Block 10: Cleanup and Termination
```cpp
glfwDestroyWindow(window);
glfwTerminate();
exit(EXIT_SUCCESS);
```
After the game loop ends, these lines clean up resources and terminate the program.
Conclusion
In conclusion, this guide has taken you on a comprehensive journey into the fascinating world of 2D game development using C++. From understanding the code to unraveling the complexities of collision detection, physics, and graphics, you've gained essential knowledge.

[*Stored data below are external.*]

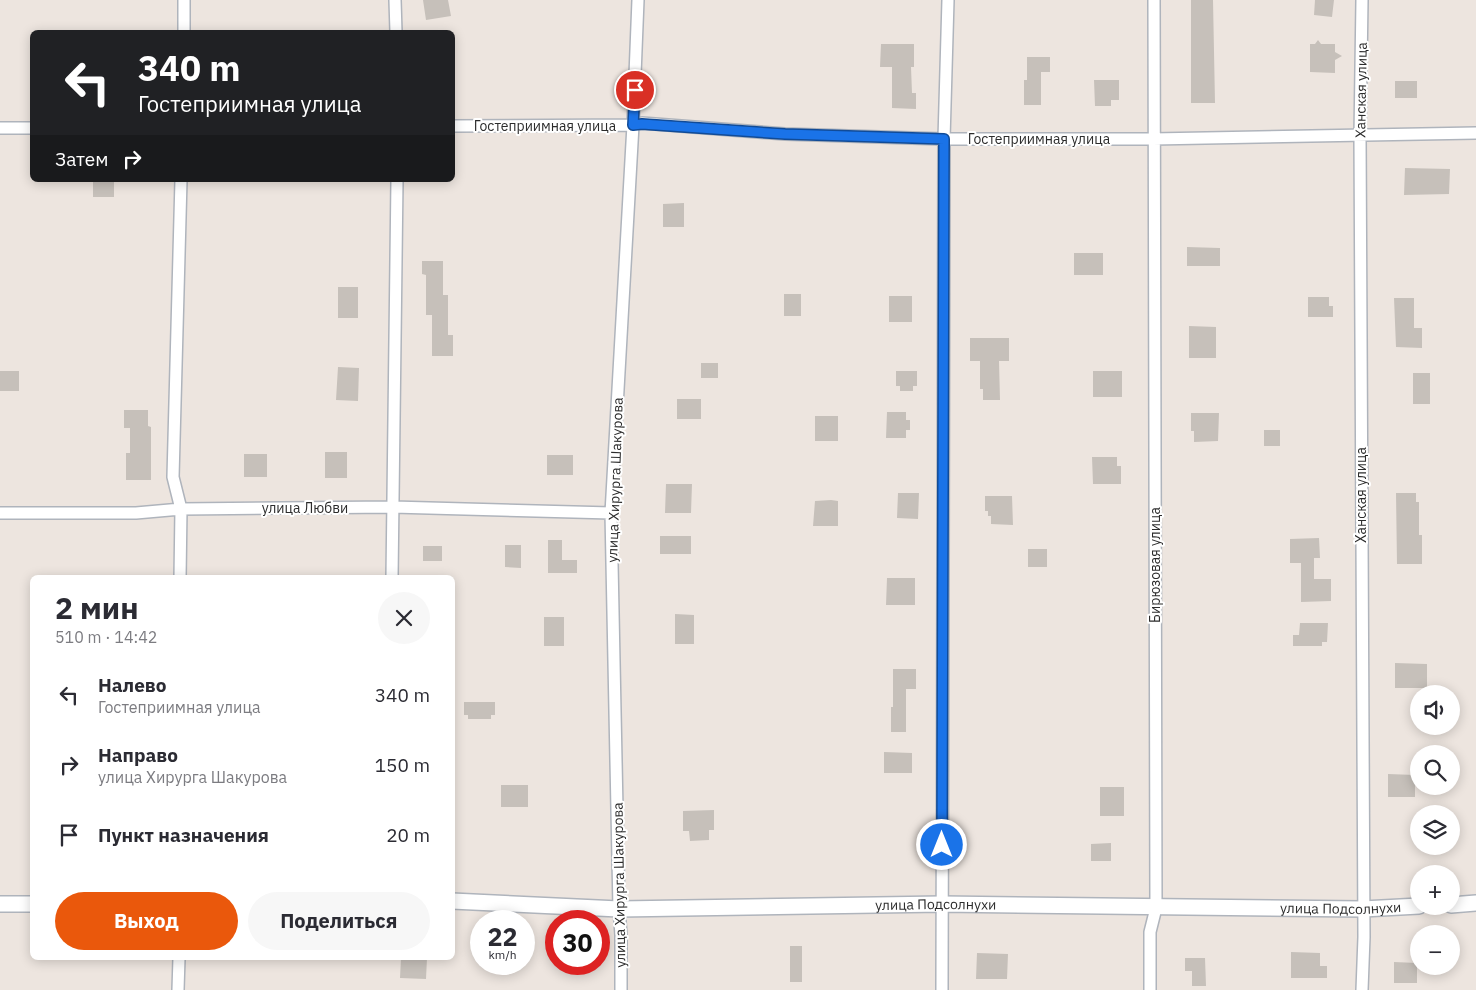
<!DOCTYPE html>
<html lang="ru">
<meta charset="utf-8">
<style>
:root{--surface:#fff;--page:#f7f7f7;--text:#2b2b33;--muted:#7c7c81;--accent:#ea580c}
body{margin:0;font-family:"IBM Plex Sans",sans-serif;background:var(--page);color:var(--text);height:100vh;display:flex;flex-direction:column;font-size:19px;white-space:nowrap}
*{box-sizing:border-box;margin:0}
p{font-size:16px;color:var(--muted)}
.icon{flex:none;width:28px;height:28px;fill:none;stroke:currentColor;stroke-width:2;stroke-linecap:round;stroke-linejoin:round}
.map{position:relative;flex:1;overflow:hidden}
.sheet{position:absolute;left:30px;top:575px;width:425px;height:385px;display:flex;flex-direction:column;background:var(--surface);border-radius:8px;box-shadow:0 2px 12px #0003}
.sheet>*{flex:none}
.banner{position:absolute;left:30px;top:30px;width:425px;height:152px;border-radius:8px;box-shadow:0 2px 12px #0003;background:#202124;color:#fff;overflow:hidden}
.tools{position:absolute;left:1410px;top:685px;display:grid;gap:10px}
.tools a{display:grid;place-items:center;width:50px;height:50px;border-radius:50%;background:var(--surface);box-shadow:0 2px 12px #0003;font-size:25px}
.speed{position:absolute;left:470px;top:910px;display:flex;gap:10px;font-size:25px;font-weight:700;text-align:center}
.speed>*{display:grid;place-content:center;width:65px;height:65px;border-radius:50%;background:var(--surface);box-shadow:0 2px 12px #0003;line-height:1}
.speed small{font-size:12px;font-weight:400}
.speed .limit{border:8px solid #d22;background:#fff;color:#111}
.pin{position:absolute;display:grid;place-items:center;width:42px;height:42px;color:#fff;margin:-21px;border:2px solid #fff;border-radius:50%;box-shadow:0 1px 5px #0007}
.me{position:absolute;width:55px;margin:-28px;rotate:0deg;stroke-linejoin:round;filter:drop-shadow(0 0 4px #0008)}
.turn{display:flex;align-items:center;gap:18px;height:105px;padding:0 25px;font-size:22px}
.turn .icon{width:65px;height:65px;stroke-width:2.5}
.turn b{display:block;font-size:35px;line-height:42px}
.then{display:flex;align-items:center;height:48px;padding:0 25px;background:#0003;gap:10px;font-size:19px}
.round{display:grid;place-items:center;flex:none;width:52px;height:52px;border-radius:26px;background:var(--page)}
.summary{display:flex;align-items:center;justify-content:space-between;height:85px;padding:0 25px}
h1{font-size:30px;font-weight:700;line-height:38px}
.button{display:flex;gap:10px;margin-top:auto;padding:10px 25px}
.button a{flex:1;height:58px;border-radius:30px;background:var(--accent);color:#fff;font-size:20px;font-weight:700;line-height:58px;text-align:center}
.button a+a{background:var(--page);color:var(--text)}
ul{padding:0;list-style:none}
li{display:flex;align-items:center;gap:15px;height:70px;padding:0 25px}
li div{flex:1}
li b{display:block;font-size:19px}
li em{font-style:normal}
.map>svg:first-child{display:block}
.building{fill:#c6c0ba}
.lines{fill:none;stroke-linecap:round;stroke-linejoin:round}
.minor-casing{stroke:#afb4bc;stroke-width:14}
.tertiary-casing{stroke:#afb4bc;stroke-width:18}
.minor{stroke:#fff;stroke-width:11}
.tertiary{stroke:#fff;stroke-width:15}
.route-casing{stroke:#114b97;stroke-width:12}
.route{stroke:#1a73e8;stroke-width:9}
.labels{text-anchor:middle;stroke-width:4;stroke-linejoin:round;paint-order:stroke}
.street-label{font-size:14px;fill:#2c2c2c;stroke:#fff}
</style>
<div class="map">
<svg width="1476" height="990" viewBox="0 0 1476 990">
<rect width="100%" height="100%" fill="#ede5df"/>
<path class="building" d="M 423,0 L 448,0 L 451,16 L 426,20 Z
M 1191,0 L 1213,0 L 1215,103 L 1191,103 Z
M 1315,0 L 1334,0 L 1332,17 L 1314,15 Z
M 1318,40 L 1321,44 L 1335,44 L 1335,52 L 1342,56 L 1335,60 L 1335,73 L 1310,72 L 1310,44 L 1315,44 Z
M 881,44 L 914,44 L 914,67 L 911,67 L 912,93 L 916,93 L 916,109 L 892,108 L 892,67 L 880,67 Z
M 1027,57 L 1050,57 L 1050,72 L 1041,72 L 1041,105 L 1024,105 L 1024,80 L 1027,80 Z
M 1094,80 L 1119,80 L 1119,100 L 1111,100 L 1111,106 L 1095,106 Z
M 1395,81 L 1417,81 L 1417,98 L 1395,98 Z
M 1405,168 L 1450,169 L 1449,194 L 1404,195 Z
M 93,180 L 114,180 L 114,197 L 93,197 Z
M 684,203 L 684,227 L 663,227 L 663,204 Z
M 1187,247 L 1220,248 L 1220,266 L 1187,266 Z
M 1074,253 L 1103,253 L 1103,275 L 1074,275 Z
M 422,261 L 443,261 L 443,295 L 448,295 L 448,335 L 453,335 L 453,356 L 432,356 L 432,315 L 426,315 L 426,275 L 422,274 Z
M 338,287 L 358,287 L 358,318 L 338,318 Z
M 784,294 L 801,294 L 801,316 L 784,316 Z
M 889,296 L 912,296 L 912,322 L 889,322 Z
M 1308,297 L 1329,297 L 1329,306 L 1333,306 L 1333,317 L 1308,317 Z
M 1394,298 L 1414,298 L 1414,328 L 1422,328 L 1422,348 L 1396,347 Z
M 1189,326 L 1216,327 L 1216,358 L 1189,358 Z
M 970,338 L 1009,338 L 1009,361 L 999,361 L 1000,400 L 983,400 L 983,389 L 980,389 L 980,361 L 970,361 Z
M 701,363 L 718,363 L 718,378 L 701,378 Z
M 338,367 L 359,368 L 358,401 L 336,400 Z
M 0,371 L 19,371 L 19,391 L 0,391 Z
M 896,371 L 917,371 L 917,386 L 913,386 L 913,391 L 900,391 L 900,386 L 896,386 Z
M 1093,371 L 1122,371 L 1122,397 L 1093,397 Z
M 1413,373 L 1430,373 L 1430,404 L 1413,404 Z
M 677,399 L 701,399 L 701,419 L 677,419 Z
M 124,410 L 148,410 L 148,426 L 151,427 L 151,480 L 126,480 L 126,453 L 130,453 L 130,428 L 124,428 Z
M 887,412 L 906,412 L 906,420 L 910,420 L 910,430 L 906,430 L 906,438 L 886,438 Z
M 1191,413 L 1219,413 L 1218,441 L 1194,442 L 1194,431 L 1191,431 Z
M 815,416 L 838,416 L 838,441 L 815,441 Z
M 1264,430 L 1280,430 L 1280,446 L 1264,446 Z
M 325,452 L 347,452 L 347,478 L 325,478 Z
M 244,454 L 267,454 L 267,477 L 244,477 Z
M 547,455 L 573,455 L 573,475 L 547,475 Z
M 1092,457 L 1117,457 L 1117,466 L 1121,466 L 1121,484 L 1093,484 Z
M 666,484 L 692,484 L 691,513 L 665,513 Z
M 898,493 L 919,493 L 918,519 L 897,518 Z
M 1396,493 L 1416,493 L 1416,502 L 1419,502 L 1419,535 L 1422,535 L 1422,564 L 1397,564 Z
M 985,496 L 1012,496 L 1013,525 L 991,524 L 991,516 L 988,516 L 988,511 L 985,511 Z
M 831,500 L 838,501 L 838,526 L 813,526 L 815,501 Z
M 660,536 L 691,536 L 691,554 L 660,554 Z
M 1319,538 L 1320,558 L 1314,558 L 1314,579 L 1331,579 L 1331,601 L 1301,602 L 1301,563 L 1290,563 L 1290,539 Z
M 548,540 L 562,540 L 562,560 L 577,560 L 577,573 L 548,573 Z
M 505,545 L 521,545 L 521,568 L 505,567 Z
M 423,546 L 442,546 L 442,561 L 423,561 Z
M 1028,549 L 1047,549 L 1047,567 L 1028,567 Z
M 887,578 L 915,578 L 915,605 L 886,605 Z
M 675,614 L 694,615 L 694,644 L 675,644 Z
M 544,617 L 564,617 L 564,646 L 544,646 Z
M 1300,623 L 1328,623 L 1327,642 L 1322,642 L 1322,646 L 1293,646 L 1293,635 L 1299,635 Z
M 1395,663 L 1427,664 L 1427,688 L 1395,688 Z
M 893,669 L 916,669 L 916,689 L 906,689 L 906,732 L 891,732 L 891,707 L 893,707 Z
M 464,702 L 495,702 L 495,715 L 491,715 L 491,719 L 468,719 L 468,715 L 464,715 Z
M 884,752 L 912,753 L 912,773 L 884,773 Z
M 1388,774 L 1415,775 L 1415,797 L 1388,797 Z
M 501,785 L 528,785 L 528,807 L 501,807 Z
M 1100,787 L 1124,787 L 1124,816 L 1100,816 Z
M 714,810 L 714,830 L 709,830 L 709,840 L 690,841 L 689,831 L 683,831 L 683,811 Z
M 1111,843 L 1111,861 L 1091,861 L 1091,844 Z
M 790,946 L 802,946 L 802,982 L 790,982 Z
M 1291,952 L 1320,953 L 1320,966 L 1327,966 L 1327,978 L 1291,978 Z
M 977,953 L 1008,954 L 1007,979 L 976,979 Z
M 401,958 L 427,958 L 426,979 L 400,978 Z
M 1185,958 L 1205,958 L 1206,986 L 1192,986 L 1192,971 L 1185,971 Z
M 1394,962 L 1417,963 L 1417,983 L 1394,983 Z"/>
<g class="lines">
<defs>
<path id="minor" d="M 395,0 L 396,32
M 184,32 L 184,0
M 452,126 L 633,125 L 642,123 L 785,134 L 944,139 L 1153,139 L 1476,133
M 0,128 L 32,128
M 0,513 L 136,513 L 181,509 L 393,507 L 611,513
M 180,578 L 181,509 L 173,477 L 181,180
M 392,578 L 397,180
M 178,990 L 179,958
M 621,990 L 621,935 L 619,909 L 611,513 L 633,125 L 638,0
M 942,990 L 944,139 L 948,0
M 1150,990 L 1150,932 L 1156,908 L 1154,0
M 1362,990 L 1364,937 L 1360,136 L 1362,0"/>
<g id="tertiary">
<path id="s1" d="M 452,901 L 619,909 L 942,904 L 1363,909 L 1419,906"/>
<path d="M 0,904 L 32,904"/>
<path d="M 1451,905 L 1476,903"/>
</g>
</defs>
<use href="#minor" class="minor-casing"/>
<use href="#tertiary" class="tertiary-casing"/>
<use href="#minor" class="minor"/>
<use href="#tertiary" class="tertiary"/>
</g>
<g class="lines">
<defs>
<path id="route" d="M 635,90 L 633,125 L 642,124 L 785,134 L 944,139 L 942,845"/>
</defs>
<use href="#route" class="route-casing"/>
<use href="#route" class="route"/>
</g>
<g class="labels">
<g class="street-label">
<text transform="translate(1361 90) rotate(-89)" y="5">Ханская улица</text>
<text x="545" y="131">Гостеприимная улица</text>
<text x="1039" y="144">Гостеприимная улица</text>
<text transform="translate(615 480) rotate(-88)" y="5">улица Хирурга Шакурова</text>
<text transform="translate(1361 495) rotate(-90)" y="5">Ханская улица</text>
<text x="305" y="513">улица Любви</text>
<text transform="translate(1155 565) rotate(-90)" y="5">Бирюзовая улица</text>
<text transform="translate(619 885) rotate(-91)" y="5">улица Хирурга Шакурова</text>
<text dy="5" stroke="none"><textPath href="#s1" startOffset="484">улица Подсолнухи</textPath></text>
<text dy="5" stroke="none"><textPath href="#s1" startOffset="889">улица Подсолнухи</textPath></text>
</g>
</g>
</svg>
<div class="tools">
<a><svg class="icon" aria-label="sound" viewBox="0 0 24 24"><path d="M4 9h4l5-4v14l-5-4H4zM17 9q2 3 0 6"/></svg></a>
<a><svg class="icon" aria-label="search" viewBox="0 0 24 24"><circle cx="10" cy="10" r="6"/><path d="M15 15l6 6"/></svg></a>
<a><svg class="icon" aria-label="layers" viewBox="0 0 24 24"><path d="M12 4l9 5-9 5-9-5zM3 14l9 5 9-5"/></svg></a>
<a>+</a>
<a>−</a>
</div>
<div class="speed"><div>22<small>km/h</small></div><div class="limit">30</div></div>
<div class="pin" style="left:635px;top:90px;background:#d93025"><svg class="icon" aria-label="arrive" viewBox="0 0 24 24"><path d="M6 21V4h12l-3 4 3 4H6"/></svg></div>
<svg class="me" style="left:942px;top:845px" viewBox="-20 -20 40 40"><circle r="17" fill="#1a73e8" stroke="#fff" stroke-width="3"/><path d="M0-11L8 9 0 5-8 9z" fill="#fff"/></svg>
<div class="banner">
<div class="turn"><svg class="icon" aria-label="left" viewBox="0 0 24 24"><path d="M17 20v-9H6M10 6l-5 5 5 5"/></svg><div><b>340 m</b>Гостеприимная улица</div></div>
<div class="then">Затем<svg class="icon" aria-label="right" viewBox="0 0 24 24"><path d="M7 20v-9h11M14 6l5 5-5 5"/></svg></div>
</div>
<section class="sheet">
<div class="summary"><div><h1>2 мин</h1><p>510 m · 14:42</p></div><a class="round"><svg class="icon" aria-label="close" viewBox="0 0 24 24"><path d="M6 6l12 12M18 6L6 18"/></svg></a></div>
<ul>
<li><svg class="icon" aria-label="left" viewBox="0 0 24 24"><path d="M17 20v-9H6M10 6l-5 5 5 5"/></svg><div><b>Налево</b><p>Гостеприимная улица</p></div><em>340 m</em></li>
<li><svg class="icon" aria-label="right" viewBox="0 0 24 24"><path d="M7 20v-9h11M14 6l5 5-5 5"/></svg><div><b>Направо</b><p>улица Хирурга Шакурова</p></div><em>150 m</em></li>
<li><svg class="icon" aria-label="arrive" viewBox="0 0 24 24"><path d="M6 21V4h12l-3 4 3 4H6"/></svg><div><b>Пункт назначения</b></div><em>20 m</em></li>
</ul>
<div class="button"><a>Выход</a><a>Поделиться</a></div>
</section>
</div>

Whether you're a novice game developer or an aspiring coder, this guide equips you with the fundamentals to create engaging 2D games from scratch. By the end of this guide, you're not just familiar with the intricacies; you're well-prepared to bring your own game ideas to life, complete with dynamic interactions and captivating visuals. As you continue on your game development journey, remember that creativity and persistence are your greatest assets in shaping the digital worlds of the future. So, dive in, experiment, and turn your gaming dreams into reality with the power of C++.